• AIM OF THE TASK
The required output is the line that contains "Input: one rendered map. Serialize" and every line after it, each written out exactly, up to the end of the entries.

• DATA
★ ★ ★
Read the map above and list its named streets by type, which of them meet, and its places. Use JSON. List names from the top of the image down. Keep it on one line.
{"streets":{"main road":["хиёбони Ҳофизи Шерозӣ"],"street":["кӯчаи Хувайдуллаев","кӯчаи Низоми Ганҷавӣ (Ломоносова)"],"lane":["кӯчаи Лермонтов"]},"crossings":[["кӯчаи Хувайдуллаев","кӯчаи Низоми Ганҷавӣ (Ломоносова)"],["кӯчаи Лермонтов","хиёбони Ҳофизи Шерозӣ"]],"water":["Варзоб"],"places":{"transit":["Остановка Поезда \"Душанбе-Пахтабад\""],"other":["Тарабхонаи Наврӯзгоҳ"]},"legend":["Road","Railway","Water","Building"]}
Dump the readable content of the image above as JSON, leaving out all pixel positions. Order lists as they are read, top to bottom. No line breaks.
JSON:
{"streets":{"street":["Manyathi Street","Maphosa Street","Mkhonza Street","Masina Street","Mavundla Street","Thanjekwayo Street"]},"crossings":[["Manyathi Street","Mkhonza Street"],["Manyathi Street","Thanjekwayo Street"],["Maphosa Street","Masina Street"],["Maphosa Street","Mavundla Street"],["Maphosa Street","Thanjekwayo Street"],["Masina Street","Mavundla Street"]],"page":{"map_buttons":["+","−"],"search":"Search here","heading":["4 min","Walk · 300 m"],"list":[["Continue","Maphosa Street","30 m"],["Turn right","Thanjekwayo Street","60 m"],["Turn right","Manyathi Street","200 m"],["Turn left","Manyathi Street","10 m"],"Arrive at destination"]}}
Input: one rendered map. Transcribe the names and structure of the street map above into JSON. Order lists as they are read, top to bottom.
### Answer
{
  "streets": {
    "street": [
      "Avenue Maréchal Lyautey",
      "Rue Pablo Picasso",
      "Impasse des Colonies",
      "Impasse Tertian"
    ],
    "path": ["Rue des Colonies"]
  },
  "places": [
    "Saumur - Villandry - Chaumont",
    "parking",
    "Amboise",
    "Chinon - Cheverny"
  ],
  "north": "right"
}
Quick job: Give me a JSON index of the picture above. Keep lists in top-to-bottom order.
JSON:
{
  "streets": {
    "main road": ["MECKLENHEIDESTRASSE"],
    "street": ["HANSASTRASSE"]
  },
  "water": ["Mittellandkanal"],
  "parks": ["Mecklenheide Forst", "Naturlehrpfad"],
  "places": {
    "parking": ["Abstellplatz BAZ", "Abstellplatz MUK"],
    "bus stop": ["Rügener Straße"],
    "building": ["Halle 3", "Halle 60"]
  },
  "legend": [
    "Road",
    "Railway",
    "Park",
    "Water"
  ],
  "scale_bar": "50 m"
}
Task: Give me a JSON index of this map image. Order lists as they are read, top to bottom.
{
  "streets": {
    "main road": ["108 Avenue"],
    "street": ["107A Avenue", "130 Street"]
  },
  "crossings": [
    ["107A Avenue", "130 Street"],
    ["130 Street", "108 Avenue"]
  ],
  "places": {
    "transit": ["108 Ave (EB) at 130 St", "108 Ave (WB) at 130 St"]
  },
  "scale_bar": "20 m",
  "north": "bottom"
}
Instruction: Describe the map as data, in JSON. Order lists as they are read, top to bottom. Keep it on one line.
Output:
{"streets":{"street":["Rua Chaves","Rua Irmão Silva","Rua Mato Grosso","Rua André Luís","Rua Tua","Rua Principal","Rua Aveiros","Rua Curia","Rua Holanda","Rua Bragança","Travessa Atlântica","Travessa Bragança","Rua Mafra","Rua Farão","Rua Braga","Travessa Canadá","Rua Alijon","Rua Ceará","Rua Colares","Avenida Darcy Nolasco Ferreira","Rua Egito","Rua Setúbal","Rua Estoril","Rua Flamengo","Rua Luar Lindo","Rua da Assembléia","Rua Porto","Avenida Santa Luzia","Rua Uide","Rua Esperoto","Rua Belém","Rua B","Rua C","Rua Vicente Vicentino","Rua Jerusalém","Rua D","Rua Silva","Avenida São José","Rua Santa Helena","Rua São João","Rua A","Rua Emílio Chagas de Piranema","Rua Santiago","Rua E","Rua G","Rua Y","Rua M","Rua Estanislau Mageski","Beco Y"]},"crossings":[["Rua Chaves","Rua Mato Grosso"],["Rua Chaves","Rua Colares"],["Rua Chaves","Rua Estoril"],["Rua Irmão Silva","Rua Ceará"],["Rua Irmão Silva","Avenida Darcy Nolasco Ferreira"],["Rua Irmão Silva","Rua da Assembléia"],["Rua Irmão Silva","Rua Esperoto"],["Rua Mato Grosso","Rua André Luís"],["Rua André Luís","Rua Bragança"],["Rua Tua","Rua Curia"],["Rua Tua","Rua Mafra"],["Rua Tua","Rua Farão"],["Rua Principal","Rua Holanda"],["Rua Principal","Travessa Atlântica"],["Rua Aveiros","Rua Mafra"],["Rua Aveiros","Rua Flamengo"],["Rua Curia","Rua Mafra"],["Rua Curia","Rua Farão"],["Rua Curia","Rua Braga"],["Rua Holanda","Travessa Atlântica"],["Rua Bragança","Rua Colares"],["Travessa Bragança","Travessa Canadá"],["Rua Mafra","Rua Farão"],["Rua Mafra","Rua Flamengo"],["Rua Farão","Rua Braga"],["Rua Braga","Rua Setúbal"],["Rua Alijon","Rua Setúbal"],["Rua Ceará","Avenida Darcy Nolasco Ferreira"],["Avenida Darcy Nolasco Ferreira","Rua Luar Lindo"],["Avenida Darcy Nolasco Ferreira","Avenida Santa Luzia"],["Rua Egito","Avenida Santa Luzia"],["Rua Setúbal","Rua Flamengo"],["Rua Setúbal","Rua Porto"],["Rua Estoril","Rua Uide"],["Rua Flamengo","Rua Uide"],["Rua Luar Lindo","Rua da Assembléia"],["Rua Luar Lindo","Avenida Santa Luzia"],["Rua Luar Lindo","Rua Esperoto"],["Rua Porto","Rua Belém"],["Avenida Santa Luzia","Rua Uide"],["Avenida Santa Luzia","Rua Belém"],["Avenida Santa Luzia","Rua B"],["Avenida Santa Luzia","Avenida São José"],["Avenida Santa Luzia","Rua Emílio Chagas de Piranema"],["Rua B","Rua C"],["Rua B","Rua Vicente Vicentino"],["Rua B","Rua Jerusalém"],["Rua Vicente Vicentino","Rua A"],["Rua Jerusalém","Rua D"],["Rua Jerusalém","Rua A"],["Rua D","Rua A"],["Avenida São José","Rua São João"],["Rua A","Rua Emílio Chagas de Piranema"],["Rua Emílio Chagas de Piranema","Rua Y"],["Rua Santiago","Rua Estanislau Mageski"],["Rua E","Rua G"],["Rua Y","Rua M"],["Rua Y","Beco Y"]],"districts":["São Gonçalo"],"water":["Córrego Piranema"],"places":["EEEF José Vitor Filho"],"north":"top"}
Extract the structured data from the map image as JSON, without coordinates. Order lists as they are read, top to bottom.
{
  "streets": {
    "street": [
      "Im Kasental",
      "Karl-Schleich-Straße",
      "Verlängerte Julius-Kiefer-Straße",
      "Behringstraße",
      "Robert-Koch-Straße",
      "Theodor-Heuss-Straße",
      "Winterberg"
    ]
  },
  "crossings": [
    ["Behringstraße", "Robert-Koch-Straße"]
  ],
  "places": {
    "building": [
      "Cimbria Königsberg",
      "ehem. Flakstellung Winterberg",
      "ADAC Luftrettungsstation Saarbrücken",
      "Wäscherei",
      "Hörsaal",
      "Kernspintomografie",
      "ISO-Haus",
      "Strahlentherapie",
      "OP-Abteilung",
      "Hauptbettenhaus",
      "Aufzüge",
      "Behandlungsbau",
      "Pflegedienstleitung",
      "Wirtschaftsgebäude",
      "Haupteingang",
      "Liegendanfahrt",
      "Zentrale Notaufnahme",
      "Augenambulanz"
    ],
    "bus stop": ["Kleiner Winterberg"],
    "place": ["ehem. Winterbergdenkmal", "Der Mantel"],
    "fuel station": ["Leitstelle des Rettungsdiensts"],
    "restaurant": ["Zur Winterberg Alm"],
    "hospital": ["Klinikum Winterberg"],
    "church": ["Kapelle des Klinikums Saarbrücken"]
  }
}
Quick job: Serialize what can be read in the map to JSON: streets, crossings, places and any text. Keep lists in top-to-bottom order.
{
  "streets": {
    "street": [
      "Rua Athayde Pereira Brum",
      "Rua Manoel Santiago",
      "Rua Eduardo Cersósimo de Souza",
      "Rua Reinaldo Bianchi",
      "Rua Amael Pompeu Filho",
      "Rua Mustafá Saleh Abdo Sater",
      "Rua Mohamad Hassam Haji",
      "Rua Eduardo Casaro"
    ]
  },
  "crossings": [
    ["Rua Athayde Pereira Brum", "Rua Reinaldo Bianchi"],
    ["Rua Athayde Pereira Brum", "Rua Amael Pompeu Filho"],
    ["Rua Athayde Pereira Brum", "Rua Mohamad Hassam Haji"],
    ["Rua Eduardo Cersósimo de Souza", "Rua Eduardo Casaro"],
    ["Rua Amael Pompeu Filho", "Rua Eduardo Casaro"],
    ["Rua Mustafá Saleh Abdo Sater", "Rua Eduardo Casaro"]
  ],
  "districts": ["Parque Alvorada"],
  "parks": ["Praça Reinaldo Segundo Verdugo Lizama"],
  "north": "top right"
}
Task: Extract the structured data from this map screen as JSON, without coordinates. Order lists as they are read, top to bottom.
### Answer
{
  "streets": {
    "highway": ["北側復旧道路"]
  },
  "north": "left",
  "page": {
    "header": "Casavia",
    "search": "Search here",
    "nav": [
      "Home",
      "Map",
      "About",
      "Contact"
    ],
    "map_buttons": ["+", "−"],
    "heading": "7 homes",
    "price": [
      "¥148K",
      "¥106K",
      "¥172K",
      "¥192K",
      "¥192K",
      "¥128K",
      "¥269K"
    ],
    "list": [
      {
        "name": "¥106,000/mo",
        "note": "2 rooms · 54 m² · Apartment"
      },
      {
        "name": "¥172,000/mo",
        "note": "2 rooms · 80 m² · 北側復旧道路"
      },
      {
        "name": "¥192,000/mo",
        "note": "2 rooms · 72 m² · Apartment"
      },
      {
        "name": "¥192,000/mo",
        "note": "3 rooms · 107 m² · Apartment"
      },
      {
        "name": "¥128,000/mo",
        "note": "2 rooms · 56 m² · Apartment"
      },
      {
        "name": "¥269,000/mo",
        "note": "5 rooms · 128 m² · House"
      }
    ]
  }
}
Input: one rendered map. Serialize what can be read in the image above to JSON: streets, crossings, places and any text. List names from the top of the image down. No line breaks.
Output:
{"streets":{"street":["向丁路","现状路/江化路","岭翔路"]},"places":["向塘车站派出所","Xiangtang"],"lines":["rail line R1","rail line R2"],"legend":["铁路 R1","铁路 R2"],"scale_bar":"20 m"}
★ ★ ★
• YOUR SOLUTION
Input: one rendered map. Serialize what can be read in the image above to JSON: streets, crossings, places and any text. List names from the top of the image down. No line breaks.
Output:
{"streets":{"street":["向丁路","现状路/江化路","岭翔路"]},"places":["向塘车站派出所","Xiangtang"],"lines":["rail line R1","rail line R2"],"legend":["铁路 R1","铁路 R2"],"scale_bar":"20 m"}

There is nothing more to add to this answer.